Entries taken from a collection:
• • • • • • •
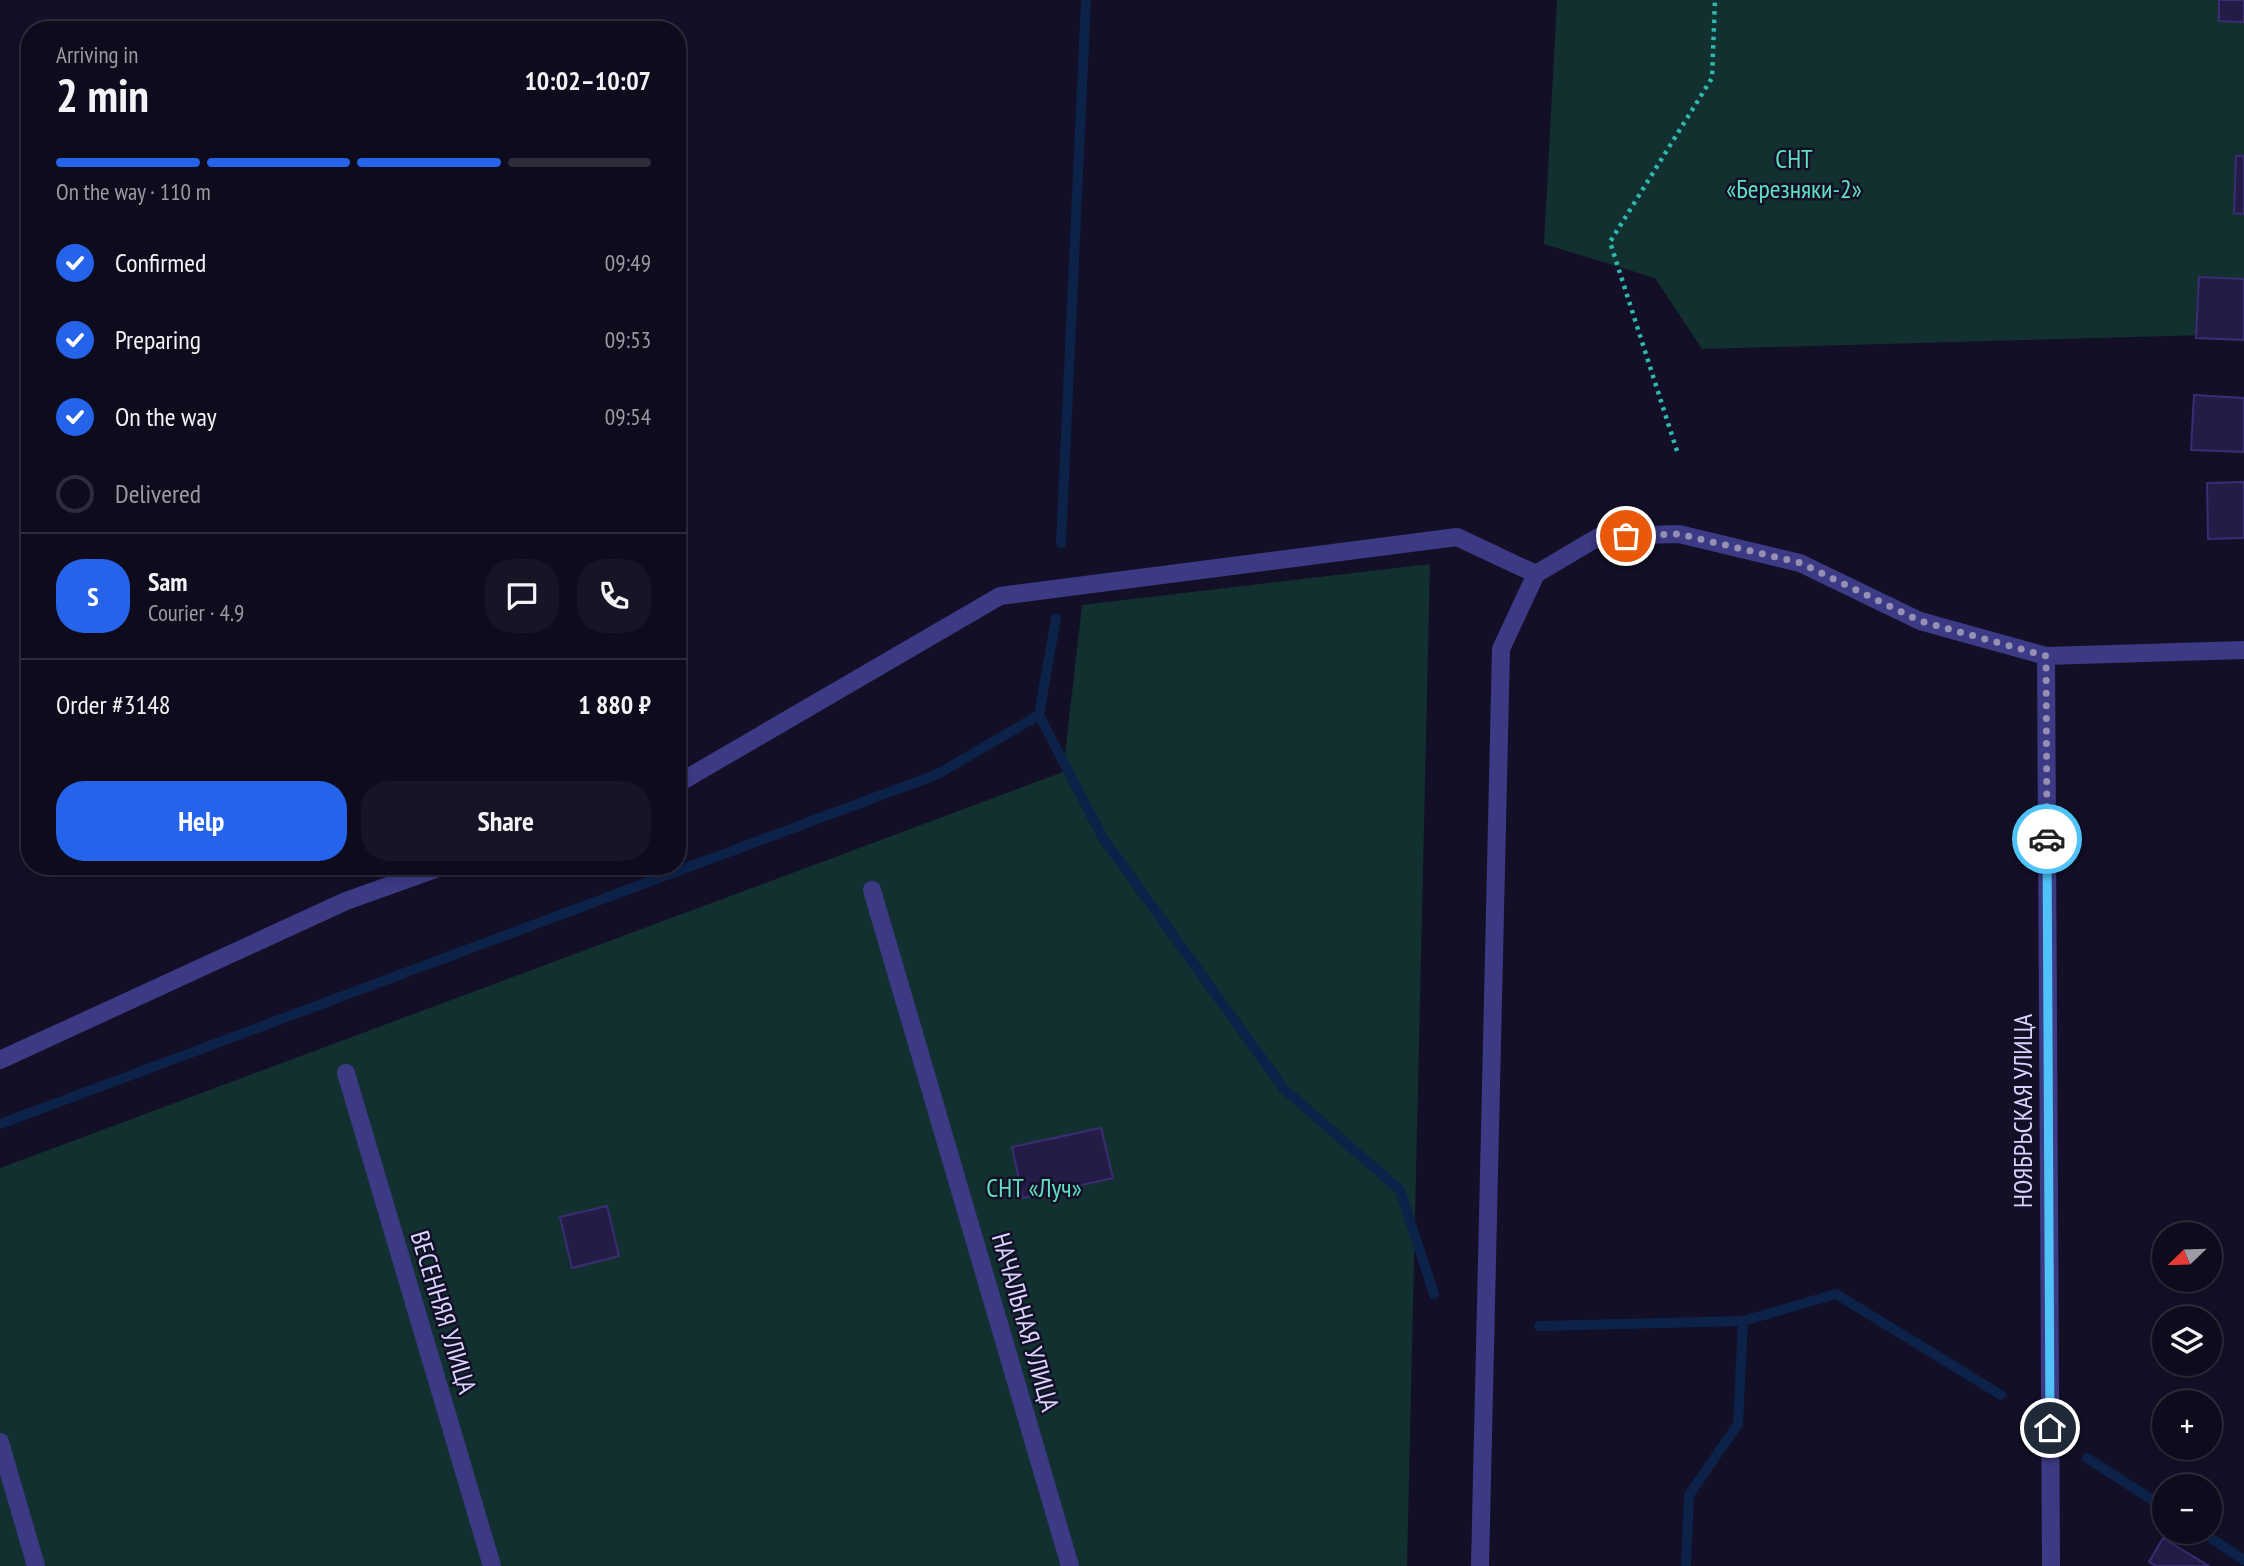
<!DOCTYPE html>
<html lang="en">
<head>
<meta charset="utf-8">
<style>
	body { margin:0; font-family:"PT Sans Narrow",sans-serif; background:#171425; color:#f1f3f6; height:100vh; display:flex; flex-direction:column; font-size:26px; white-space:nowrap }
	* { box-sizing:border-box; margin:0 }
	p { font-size:23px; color:#9b9ba3 }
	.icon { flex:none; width:38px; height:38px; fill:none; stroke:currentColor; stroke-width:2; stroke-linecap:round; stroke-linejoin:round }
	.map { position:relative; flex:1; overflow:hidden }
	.sheet { position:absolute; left:21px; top:21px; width:665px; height:854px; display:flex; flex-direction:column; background:#0e0b1c; border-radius:28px; box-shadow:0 4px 10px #0003,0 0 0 2px #2e2b3b }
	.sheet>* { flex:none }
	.needle { width:46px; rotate:247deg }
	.buttons { position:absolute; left:2152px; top:1222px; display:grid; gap:14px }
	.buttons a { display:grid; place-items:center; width:70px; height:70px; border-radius:50%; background:#0e0b1c; box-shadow:0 4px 10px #0003,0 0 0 2px #2e2b3b; font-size:35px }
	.pin { position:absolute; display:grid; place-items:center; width:60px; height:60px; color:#fff; margin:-30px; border:4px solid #fff; border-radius:50%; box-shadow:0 2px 7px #0007 }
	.courier { position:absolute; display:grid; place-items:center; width:70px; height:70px; margin:-35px; border:5px solid #4fc3f7; border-radius:50%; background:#fff; color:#222; box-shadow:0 2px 9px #0007 }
	.overview em { font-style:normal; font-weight:600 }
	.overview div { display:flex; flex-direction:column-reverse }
	.overview { display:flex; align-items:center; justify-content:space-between; height:119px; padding:0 35px }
	h1 { font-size:46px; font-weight:600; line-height:52px }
	.bar { display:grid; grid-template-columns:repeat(4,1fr); gap:10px 7px; align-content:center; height:84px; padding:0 35px }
	.bar i { height:9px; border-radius:5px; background:#2e2b3b }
	.bar .active { background:#2563eb }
	.bar p { grid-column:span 4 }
	.line { display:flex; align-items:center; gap:18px; padding:0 35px; border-top:2px solid #2e2b3b }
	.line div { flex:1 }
	.round { display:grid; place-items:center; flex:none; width:74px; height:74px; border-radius:28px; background:#171425 }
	ol { padding:0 35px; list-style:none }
	li { display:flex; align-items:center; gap:21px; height:77px }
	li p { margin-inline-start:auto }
	li .icon { padding:7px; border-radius:50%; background:#2563eb; color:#fff; stroke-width:4 }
	li:last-child { color:#9b9ba3 }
	li i { width:38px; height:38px; border:4px solid #2e2b3b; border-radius:50% }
	.action { display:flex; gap:14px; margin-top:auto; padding:14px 35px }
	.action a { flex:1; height:80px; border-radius:28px; background:#2563eb; color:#fff; font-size:28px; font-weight:600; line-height:80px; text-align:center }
	.action a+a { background:#171425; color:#f1f3f6 }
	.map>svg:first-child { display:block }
	.green { fill:#12302f }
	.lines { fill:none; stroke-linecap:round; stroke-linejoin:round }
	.stream { stroke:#0c2248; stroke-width:10 }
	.building { fill:#241b47; stroke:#3b2d73; stroke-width:2 }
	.path { stroke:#2fb8b0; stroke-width:4.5; stroke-dasharray:3.5 5; stroke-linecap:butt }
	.minor { stroke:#3d3a85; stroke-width:18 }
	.done { stroke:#948fb3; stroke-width:7; stroke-dasharray:0 12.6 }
	.route { stroke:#4fc3f7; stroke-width:9 }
	.labels { text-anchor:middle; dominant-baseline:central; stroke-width:5; stroke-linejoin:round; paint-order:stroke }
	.park-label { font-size:26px; fill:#5fe0c0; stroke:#130f26 }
	.street-label { font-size:26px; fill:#d9d4ff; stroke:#130f26 }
</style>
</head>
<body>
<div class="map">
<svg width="2244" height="1566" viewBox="0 0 2244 1566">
	<rect width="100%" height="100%" fill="#130f26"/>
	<path class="green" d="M1557,0H2244V334L1702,349L1655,278L1544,244Z
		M1430,564L1407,1566H0V1168L1063,772L1082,605Z"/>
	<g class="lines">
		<path class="stream" d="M1061,543L1086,0
			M1039,715L1103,838L1284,1089L1400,1190L1434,1294
			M0,1124L938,774L1039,715L1056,618
			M1539,1326L1743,1321L1836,1294L2001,1395
			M2087,1458L2165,1508
			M2200,1531L2244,1560
			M1686,1566L1689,1495L1738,1424L1743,1321"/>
	</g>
	<path class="building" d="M2219,0H2244V22L2219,21Z
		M2236,156H2244V214L2234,213Z
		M2199,277L2244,279V340L2196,338Z
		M2194,395L2244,398V452L2191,450Z
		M2244,482V538L2208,539L2207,483Z
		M1101,1128L1113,1178L1023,1198L1012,1147Z
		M607,1206L619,1256L572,1268L560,1217Z
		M2163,1538L2209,1566H2156L2149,1562Z"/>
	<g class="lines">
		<path class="path" d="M1677,451L1610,242L1712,78L1715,0"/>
		<path class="minor" d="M1536,574L1600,536L1679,534L1800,563L1920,621L2046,656L2244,650
			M2046,656L2051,1566
			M677,784L1000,596L1457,537L1536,574
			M872,890L1070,1566
			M0,1060L346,901L444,866
			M346,1073L492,1566
			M0,1442L36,1566
			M1480,1566L1501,649L1536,574"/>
	</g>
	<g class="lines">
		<path class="done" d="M1626,536L1679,534L1801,563L1920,621L2046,656L2047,839"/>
		<path class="route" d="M2047,839L2050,1428"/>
	</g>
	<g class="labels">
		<g class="park-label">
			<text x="1794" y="158">СНТ<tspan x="1794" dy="30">«Березняки-2»</tspan></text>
			<text x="1034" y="1187">СНТ «Луч»</text>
		</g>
		<g class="street-label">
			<text transform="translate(2022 1111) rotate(-90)">НОЯБРЬСКАЯ УЛИЦА</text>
			<text transform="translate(444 1312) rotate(73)">ВЕСЕННЯЯ УЛИЦА</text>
			<text transform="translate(1026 1322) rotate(74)">НАЧАЛЬНАЯ УЛИЦА</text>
		</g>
	</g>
</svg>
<div class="buttons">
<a><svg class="needle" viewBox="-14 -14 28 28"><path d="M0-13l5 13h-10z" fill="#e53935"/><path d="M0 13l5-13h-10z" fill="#9b9ba3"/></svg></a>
<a><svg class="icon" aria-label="layers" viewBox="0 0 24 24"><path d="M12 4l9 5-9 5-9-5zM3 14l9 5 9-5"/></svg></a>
<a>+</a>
<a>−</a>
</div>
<div class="pin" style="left:1626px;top:536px;background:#ea580c"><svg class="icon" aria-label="bag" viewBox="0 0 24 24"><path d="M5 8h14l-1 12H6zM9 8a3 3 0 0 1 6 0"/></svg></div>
<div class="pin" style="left:2050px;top:1428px;background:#1f2937"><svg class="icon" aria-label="home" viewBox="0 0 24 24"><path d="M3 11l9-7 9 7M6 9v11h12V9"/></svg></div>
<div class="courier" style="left:2047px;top:839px"><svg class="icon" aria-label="car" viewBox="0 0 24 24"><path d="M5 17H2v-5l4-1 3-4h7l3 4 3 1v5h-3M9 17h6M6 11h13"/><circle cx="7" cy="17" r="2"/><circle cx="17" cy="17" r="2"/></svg></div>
<section class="sheet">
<div class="overview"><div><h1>2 min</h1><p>Arriving in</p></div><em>10:02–10:07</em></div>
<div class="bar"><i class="active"></i><i class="active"></i><i class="active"></i><i></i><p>On the way · 110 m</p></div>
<ol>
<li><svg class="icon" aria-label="check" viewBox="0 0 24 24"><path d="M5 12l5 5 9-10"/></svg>Confirmed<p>09:49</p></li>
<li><svg class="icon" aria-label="check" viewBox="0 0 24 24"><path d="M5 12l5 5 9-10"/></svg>Preparing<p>09:53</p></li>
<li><svg class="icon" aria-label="check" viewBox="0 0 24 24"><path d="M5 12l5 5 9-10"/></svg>On the way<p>09:54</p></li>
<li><i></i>Delivered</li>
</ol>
<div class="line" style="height:126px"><b class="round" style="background:#2563eb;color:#fff">S</b><div><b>Sam</b><p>Courier · 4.9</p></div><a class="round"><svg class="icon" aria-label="chat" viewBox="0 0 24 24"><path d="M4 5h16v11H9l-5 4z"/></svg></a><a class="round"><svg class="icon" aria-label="phone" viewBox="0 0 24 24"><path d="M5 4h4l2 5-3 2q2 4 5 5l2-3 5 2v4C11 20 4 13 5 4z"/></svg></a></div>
<div class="line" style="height:91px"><div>Order #3148</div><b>1 880 ₽</b></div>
<div class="action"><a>Help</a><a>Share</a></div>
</section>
</div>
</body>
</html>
• • • • • • •
**WHAT IS BEING ASKED**: Please give the number of lines with "buttons" in the entries above, and write no other text.

**ANSWER BOX**: 3